> **WHAT THIS TASK INVOLVES**: Could you show each line of the records that contains the word "Localize"?

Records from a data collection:

· · ·

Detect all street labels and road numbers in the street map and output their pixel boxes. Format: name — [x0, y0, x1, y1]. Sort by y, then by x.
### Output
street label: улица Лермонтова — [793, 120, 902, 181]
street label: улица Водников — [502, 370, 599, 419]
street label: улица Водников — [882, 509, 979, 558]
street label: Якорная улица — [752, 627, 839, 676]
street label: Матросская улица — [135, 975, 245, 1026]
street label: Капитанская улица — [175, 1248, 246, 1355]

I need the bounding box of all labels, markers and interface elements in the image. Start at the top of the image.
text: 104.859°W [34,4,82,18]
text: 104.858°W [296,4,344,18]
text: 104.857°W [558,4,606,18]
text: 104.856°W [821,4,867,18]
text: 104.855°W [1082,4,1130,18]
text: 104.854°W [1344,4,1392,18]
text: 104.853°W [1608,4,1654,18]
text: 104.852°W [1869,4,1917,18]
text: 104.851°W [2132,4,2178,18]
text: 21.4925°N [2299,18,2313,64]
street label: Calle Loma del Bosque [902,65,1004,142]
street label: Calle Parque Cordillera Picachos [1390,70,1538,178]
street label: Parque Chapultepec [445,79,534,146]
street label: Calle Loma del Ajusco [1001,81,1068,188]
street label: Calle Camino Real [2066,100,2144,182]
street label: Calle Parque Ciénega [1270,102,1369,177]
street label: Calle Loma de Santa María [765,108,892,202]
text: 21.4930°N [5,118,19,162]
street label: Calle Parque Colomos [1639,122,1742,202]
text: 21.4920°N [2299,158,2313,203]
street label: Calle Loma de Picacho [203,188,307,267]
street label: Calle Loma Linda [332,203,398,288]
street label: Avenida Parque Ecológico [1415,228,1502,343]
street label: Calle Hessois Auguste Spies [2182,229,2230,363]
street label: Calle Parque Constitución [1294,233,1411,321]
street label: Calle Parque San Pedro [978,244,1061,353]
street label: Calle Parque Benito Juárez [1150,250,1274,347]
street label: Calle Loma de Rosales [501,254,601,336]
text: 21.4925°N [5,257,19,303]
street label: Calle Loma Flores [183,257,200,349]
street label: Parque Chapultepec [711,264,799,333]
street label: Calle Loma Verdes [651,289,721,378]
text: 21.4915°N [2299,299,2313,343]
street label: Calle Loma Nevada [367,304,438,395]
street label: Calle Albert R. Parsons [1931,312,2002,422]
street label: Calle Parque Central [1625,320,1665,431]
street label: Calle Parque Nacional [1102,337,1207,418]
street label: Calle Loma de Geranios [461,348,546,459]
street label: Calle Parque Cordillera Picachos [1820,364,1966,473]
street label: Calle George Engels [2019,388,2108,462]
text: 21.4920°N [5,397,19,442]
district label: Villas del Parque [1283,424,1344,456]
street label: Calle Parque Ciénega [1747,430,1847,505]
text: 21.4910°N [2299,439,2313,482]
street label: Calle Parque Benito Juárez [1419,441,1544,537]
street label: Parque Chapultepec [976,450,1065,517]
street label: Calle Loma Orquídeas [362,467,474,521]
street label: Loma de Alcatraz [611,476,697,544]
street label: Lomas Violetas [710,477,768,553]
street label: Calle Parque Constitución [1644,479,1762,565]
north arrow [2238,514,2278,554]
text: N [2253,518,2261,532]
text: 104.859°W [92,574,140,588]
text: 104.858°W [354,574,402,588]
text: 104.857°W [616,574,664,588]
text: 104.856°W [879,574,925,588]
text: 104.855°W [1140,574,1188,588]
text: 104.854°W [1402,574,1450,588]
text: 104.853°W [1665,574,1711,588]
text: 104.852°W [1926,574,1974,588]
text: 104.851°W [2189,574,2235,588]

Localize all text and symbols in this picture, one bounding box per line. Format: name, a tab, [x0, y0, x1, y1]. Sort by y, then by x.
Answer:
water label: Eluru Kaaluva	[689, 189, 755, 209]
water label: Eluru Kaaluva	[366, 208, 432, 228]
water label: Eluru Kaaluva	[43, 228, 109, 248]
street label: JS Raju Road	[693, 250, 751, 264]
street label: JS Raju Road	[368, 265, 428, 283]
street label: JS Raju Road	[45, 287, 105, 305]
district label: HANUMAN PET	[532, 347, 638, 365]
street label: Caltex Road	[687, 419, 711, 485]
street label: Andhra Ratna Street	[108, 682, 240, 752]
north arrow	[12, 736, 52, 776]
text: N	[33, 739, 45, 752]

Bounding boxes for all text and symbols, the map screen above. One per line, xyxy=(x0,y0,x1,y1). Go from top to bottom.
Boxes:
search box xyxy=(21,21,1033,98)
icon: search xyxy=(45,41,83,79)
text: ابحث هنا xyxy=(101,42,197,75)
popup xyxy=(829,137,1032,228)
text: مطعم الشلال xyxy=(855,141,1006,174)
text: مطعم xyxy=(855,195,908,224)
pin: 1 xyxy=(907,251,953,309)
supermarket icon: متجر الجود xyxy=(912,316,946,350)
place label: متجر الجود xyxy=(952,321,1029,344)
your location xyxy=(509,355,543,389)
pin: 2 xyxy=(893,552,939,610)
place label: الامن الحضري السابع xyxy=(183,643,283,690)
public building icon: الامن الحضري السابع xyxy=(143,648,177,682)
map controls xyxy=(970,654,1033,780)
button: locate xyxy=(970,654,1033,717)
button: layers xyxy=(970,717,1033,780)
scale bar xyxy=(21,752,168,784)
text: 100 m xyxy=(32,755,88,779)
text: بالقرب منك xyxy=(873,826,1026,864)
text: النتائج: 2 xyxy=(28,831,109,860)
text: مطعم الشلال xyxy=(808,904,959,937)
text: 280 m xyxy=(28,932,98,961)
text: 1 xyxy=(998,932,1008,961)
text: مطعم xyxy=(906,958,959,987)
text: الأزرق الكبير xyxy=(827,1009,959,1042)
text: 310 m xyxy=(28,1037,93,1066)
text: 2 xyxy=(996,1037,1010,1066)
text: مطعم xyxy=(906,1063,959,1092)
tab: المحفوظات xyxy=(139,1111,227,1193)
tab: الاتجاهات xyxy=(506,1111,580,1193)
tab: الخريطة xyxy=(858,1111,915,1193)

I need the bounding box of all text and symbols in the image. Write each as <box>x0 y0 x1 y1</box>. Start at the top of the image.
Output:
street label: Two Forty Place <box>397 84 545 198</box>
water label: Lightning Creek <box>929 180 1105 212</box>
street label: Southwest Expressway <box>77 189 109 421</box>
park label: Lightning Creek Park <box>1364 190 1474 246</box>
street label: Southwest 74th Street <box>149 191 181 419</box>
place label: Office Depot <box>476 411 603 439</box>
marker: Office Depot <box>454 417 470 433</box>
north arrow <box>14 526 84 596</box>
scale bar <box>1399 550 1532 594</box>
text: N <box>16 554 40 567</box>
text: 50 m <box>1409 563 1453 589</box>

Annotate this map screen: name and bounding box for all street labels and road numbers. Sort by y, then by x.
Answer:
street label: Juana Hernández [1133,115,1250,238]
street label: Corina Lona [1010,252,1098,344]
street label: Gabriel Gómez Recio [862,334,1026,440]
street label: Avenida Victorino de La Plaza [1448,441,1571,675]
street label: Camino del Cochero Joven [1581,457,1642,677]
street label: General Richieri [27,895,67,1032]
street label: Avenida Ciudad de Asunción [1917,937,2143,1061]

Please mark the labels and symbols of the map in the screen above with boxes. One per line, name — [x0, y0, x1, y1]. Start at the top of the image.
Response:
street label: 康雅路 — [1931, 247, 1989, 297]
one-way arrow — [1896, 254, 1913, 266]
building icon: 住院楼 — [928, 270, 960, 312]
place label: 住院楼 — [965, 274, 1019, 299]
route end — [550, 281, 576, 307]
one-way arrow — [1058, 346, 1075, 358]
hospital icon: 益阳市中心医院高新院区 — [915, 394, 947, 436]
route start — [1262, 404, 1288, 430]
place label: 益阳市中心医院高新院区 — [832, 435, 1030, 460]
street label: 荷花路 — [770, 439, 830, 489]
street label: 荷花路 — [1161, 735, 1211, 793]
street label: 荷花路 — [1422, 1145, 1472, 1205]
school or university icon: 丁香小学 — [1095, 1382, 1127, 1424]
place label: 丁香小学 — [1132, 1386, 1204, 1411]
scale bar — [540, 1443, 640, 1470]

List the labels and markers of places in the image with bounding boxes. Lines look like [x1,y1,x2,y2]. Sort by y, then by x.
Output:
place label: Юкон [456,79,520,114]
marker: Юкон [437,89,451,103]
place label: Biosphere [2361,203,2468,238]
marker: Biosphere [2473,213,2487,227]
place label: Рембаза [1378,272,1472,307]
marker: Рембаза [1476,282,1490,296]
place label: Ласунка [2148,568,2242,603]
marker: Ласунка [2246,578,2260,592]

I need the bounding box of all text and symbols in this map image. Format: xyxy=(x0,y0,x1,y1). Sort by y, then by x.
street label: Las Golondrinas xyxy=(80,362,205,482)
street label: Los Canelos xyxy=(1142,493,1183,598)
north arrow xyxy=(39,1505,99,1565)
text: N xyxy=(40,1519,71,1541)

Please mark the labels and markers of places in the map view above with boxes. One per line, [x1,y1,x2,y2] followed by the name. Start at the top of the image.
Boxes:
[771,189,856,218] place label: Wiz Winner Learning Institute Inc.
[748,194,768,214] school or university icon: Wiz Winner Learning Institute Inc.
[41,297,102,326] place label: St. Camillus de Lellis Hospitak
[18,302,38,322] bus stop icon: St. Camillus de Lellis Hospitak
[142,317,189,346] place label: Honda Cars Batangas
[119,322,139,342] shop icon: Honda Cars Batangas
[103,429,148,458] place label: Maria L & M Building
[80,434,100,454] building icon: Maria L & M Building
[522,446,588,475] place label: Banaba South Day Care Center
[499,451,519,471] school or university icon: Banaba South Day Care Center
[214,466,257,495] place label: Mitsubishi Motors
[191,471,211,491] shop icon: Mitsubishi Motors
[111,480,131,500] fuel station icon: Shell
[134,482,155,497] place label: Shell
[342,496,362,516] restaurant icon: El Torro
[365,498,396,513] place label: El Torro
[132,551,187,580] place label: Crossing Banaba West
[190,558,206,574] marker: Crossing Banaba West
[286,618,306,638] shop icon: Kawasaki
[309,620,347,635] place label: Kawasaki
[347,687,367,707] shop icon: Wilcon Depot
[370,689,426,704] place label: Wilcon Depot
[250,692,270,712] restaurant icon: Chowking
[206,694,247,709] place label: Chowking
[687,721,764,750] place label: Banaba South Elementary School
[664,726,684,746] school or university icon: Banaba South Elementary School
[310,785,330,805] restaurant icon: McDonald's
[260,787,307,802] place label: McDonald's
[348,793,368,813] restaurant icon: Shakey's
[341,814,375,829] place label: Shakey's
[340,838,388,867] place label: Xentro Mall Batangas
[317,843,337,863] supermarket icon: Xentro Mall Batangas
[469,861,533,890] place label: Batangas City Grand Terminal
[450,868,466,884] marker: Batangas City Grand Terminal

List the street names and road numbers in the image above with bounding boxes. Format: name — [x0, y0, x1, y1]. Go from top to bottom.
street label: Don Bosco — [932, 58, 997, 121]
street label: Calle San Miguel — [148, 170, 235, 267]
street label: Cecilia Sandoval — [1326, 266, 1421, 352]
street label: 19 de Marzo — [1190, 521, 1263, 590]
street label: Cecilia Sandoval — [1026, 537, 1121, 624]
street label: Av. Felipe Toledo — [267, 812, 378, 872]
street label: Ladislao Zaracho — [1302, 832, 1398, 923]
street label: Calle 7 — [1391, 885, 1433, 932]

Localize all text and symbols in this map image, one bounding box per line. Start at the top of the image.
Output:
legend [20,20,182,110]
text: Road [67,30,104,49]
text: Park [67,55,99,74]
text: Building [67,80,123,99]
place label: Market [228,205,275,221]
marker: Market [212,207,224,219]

· · ·

> **ANSWER TO THE EXERCISE**:
Localize all text and symbols in this picture, one bounding box per line. Format: name, a tab, [x0, y0, x1, y1]. Sort by y, then by x.
Localize all text and symbols in this map image, one bounding box per line. Start at the top of the image.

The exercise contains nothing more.